◆ **TASK INSTRUCTIONS**:
Reproduce, with no edits, the line that contains "Ojo De Agua</text>" and all the lines that follow it, ending with the last line of the records.

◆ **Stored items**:
━━━━━━━━━━
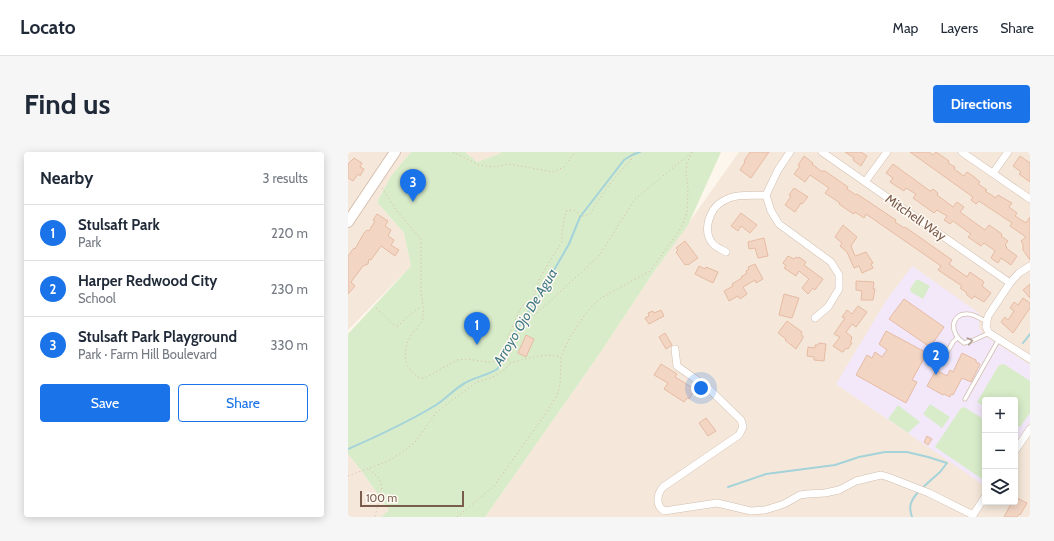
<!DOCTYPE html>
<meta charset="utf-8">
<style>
:root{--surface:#fff;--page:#f6f6f7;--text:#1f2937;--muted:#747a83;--line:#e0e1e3;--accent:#1a73e8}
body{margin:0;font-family:Cabin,sans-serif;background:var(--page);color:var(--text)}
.controls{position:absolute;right:12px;bottom:12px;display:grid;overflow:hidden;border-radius:4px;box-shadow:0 2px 10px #0003}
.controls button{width:36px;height:36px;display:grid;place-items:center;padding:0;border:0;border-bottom:1px solid var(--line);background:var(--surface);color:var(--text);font:20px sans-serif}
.scale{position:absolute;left:12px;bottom:10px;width:104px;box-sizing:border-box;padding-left:4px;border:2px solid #7a5c4d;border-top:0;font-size:11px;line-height:14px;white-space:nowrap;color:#7a5c4d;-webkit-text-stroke:3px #fffaf3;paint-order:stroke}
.you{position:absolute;left:353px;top:236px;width:14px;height:14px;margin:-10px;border:3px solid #fff;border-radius:50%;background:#1a73e8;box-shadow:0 0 0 6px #1a73e833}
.badge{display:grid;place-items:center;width:26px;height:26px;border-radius:50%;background:var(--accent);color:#fff;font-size:13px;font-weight:700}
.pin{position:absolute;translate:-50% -33px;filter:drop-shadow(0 1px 2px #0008)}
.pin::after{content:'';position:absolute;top:21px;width:14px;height:12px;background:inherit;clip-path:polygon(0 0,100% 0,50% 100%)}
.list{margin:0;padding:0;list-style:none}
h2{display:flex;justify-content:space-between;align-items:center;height:52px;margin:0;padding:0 16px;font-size:17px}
h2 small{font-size:13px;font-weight:400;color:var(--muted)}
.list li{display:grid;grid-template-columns:26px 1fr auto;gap:12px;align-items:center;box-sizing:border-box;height:56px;padding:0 16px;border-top:1px solid var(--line)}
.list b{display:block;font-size:15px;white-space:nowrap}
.list p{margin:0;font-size:13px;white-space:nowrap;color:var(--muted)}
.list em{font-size:13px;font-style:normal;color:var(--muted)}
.actions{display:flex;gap:8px;padding:12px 16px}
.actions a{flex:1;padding:9px 0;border:1px solid var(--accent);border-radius:4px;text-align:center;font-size:14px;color:var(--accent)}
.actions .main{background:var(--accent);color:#fff}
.icon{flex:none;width:22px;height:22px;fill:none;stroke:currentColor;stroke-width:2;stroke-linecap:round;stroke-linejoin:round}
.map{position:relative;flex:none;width:682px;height:365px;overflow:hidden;border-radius:4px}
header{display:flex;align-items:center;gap:24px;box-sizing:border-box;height:56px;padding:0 20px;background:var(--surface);border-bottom:1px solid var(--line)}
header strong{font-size:19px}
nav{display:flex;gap:22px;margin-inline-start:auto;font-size:14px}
.intro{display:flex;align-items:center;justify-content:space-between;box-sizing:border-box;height:96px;padding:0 24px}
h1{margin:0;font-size:28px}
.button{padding:10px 18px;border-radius:4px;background:var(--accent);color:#fff;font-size:14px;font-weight:700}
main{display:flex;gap:24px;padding:0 24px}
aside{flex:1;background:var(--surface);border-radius:4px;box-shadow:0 2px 10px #0003}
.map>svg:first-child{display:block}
</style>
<header>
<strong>Locato</strong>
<nav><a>Map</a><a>Layers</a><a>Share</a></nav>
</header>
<div class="intro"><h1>Find us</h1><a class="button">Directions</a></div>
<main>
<aside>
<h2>Nearby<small>3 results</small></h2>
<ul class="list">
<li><span class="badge">1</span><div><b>Stulsaft Park</b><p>Park</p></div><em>220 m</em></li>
<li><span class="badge">2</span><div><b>Harper Redwood City</b><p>School</p></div><em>230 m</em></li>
<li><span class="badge">3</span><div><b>Stulsaft Park Playground</b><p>Park · Farm Hill Boulevard</p></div><em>330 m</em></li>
</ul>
<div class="actions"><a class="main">Save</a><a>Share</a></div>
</aside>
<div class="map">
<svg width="682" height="365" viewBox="0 0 682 365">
<rect width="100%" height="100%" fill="#fdf6ec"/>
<path fill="#f5e8da" d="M0 0H63L43 24 29 50 56 81 63 114 0 178Z
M117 0H153L151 2 129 10Z
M391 0H682V213L637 184 631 176 564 114 637 334V350H667V292L682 270V365H137L250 204 305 121Z
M0 302 15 321 41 358 33 365H0Z"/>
<path fill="#f3e8fa" d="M564 114 631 161V176L637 184 682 213V270L667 292V248H637V334L488 232 538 149Z"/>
<path fill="#d8ecc9" d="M63 0H117L129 10 151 2 153 0H373L340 73 305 121 250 204 137 365H33L41 358 15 321 0 302V182L63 114 56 81 29 50 43 24Z
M568 128H571L582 134 575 147 563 140 562 137Z
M656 212 682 229V261L672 275 667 272V248H637V255L629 250 651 213Z
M582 252 602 265 594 276 575 262Z
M550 253 572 270 560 281 540 267Z
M616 255 637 268V323L634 327 587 295 613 256Z"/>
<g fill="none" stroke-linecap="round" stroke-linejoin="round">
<path stroke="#a5d3da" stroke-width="2" d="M675 191 682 182
M0 297C30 284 60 270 88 253 98 247 106 237 117 231 124 226 147 221 150 216 154 212 153 207 153 202L194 139 221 92 232 65 276 8 284 3 292 0
M380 335 418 322 487 313 511 305 537 300H559L580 305 599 311 592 320 574 336
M564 365C560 354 563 348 571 339"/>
</g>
<path fill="#f3d5c3" stroke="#e6bba3" d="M402 0H421L403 26 392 18 397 10 396 9Z
M497 0H513L519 4 513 14 505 8 506 6Z
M562 0H581L585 3 588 0 601 9 600 11 607 15 606 17 616 24 619 20 625 24 632 30 630 32 639 38 637 39 648 46 650 43 664 51 661 55 669 61 667 64 678 71 682 65V108L675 98V92L673 89 678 85 662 74 664 71 631 49 628 52 623 48 625 45Z
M456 4 465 11 464 12 473 19H477L500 35 499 37 508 43 509 42 548 68 547 70 556 76 557 75 604 108 601 112 609 118 619 125 622 120 636 130 634 134 643 141 636 150 626 144 624 147 618 142 619 141 612 136 614 134 590 118 593 114 518 62 516 66 507 60 506 62 501 59 491 52 492 51 477 41 481 36 462 23 457 30 446 22 452 14 450 13Z
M672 4 682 11V30L671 22 673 20 665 14Z
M6 6 14 11 12 15 16 17 12 24 10 22 5 29 0 26V12Z
M545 12 582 39H583L585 37 590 41 589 43 605 55 609 50 616 55 612 60 637 78 641 73 654 82 653 84 660 89 657 93 659 95 658 96 669 104 663 113 653 106 650 111 643 106 647 99 646 98 636 91 633 94 620 85 623 82 605 69 602 72 596 68 599 64 589 58 586 61 565 46 568 42 558 36 556 39 542 30 545 26 538 21Z
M446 36 460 45 454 52 453 51 447 60 437 53 443 44 441 43Z
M393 61 409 73 402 81 393 74 390 79 383 74Z
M29 62 40 69 37 74 43 78 40 84 46 88 43 93 51 98 47 104 33 94 23 108 21 107 20 112 15 114 3 130 7 134 0 142V104L6 96 7 97 16 81 19 78 21 79 27 69 25 68Z
M495 73 509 85 503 94 507 104 518 100 525 111 523 112 525 116 514 121 511 114 506 116 499 100 492 94 494 91 487 85Z
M416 86 420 104 410 106 407 96 401 97 400 90Z
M337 89 350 106 340 113 339 112 337 113 328 100 330 98 328 96Z
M440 104 446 107 448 105 450 106 451 105 458 110 456 113 475 127 467 138 465 136 460 142 454 136 461 127 451 119 448 124 436 116 438 114 435 111Z
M407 112 415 127 408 131 407 128 395 135 399 142 392 147 390 144 381 149 376 139 385 134 384 132 394 126 393 125 399 121 398 119 401 117 400 115Z
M351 114 357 117 358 115 370 120 365 131 347 122Z
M508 129 526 130 525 137H527L525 148H513L514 139 508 138Z
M682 132V146L675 138Z
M436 142 451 146 444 166 431 163Z
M675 146 682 151V156L665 181 653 170 657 165 660 168 666 159 662 156 666 150 670 153Z
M556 147 596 175 582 195 541 167Z
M510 154 519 160 508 175 504 172 498 180 504 185 503 186 504 187 502 190 504 191 500 197 498 196 495 200H494L485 194 492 185 486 182 497 166 494 165 499 158 504 162Z
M313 158 316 164 301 172 297 166 301 164 300 161 305 159 306 161Z
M439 169 454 180 453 182 455 184V186L448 197 437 188 438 187 430 181Z
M538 179 579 201 564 228 569 230 558 251 508 223 519 203 524 206 527 200 534 205 539 198 531 192Z
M317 181 324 193 318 197 311 185Z
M178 183 186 187 178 205 170 201Z
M471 191 478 192 476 209 466 208V205L459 204 460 195 467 196V193H470Z
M614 201 628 208V210L632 212 623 230 614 226 605 243 603 242 602 245 596 242 595 243 579 234 588 218 599 224 602 218 605 220Z
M313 212 329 222 327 225 345 236 344 238 346 239 341 247 339 246 336 250 316 237 320 231 306 223Z
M358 266 368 279 360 284 351 271Z
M579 284 584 287 580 293 576 290Z
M667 345 679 351 672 363 671 362 669 365H656L664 350H667Z"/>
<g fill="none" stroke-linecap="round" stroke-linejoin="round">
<defs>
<path id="lane" d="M638 169C632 167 626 162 620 162 602 161 601 182 616 191L626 188 641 181
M594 209 605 190 609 186
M617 247 651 187"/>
<path id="street" d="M474 0 662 131
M614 0 682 47
M645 21 660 0
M517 30 539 0
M418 43 423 59 431 72 483 110 491 123V137L480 155 467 166
M418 43 430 18 442 0
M378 100C374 98 368 95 365 92 354 79 361 57 375 49 388 41 404 44 418 43
M682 114 671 121 662 131 640 164 638 175 641 181 682 207
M327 197 329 214 359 235 393 268 395 275 391 283 315 335C309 342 307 353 316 359L369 351 403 359 417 358 436 352 452 343 459 342 477 341 491 338 508 329 533 323 540 325 581 341 625 363
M667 299 682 277
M625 365V363L637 345"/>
<path id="secondary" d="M0 70 47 0"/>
</defs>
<use href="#lane" stroke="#d1beb0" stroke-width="5"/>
<use href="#street" stroke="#d1beb0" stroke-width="8"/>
<use href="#secondary" stroke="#d6c0b0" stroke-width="12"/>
<path stroke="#d9b8a5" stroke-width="1" stroke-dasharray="1 3" stroke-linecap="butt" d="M105 0 131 13 146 15 161 12 205 20 216 15 226 2V0
M34 36 48 58 73 87C73 105 73 122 73 140 74 147 76 157 75 164 75 172 68 176 64 182 53 198 55 216 72 226H77L109 208 119 207 141 210 150 209 158 204 159 200 178 171 251 104 287 47 344 0
M28 156 47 174H50L57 167 73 154
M162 194 160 185 173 155 186 145 192 125 214 90V80L218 59 225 58 229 60 232 65 242 62C251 47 269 20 283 9L284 3 286 0
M158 204 162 211C179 207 196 200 213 205
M21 317 31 326 34 335 27 365
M0 324 40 309 55 300 68 289 88 261 103 249 129 230 143 226 157 218 162 211
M109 365 146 334 198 261 209 243 212 233 213 205 222 185 236 164 246 152 253 146 302 119 329 82 335 72 339 61 340 37 338 22 339 11 344 0"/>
<use href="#lane" stroke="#fff" stroke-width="3.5"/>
<use href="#street" stroke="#fff" stroke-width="7"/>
<use href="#secondary" stroke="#fff" stroke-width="10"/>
</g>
<defs><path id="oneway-chevron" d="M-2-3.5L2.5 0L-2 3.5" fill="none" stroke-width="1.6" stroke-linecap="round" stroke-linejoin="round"/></defs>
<use stroke="#af9d94" href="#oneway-chevron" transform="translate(622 189) rotate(-12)"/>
<g text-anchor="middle" stroke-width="3" stroke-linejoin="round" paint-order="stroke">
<g font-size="13" fill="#7a5c4d" stroke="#fffaf3">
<text transform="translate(568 65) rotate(35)" y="5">Mitchell Way</text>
</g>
<g font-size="14" font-style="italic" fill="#437c86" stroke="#fffaf3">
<text transform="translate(177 165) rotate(-59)" y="5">Arroyo Ojo De Agua</text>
</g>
</g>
</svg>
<div class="controls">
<button>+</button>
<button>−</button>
<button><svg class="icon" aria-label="layers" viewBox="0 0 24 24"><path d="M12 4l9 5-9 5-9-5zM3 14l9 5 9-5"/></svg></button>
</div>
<div class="scale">100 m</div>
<div class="you"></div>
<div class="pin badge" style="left:129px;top:193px">1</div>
<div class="pin badge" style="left:588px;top:223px">2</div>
<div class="pin badge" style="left:65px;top:50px">3</div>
</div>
</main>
━━━━━━━━━━
◆ **YOUR SOLUTION**:
<text transform="translate(177 165) rotate(-59)" y="5">Arroyo Ojo De Agua</text>
</g>
</g>
</svg>
<div class="controls">
<button>+</button>
<button>−</button>
<button><svg class="icon" aria-label="layers" viewBox="0 0 24 24"><path d="M12 4l9 5-9 5-9-5zM3 14l9 5 9-5"/></svg></button>
</div>
<div class="scale">100 m</div>
<div class="you"></div>
<div class="pin badge" style="left:129px;top:193px">1</div>
<div class="pin badge" style="left:588px;top:223px">2</div>
<div class="pin badge" style="left:65px;top:50px">3</div>
</div>
</main>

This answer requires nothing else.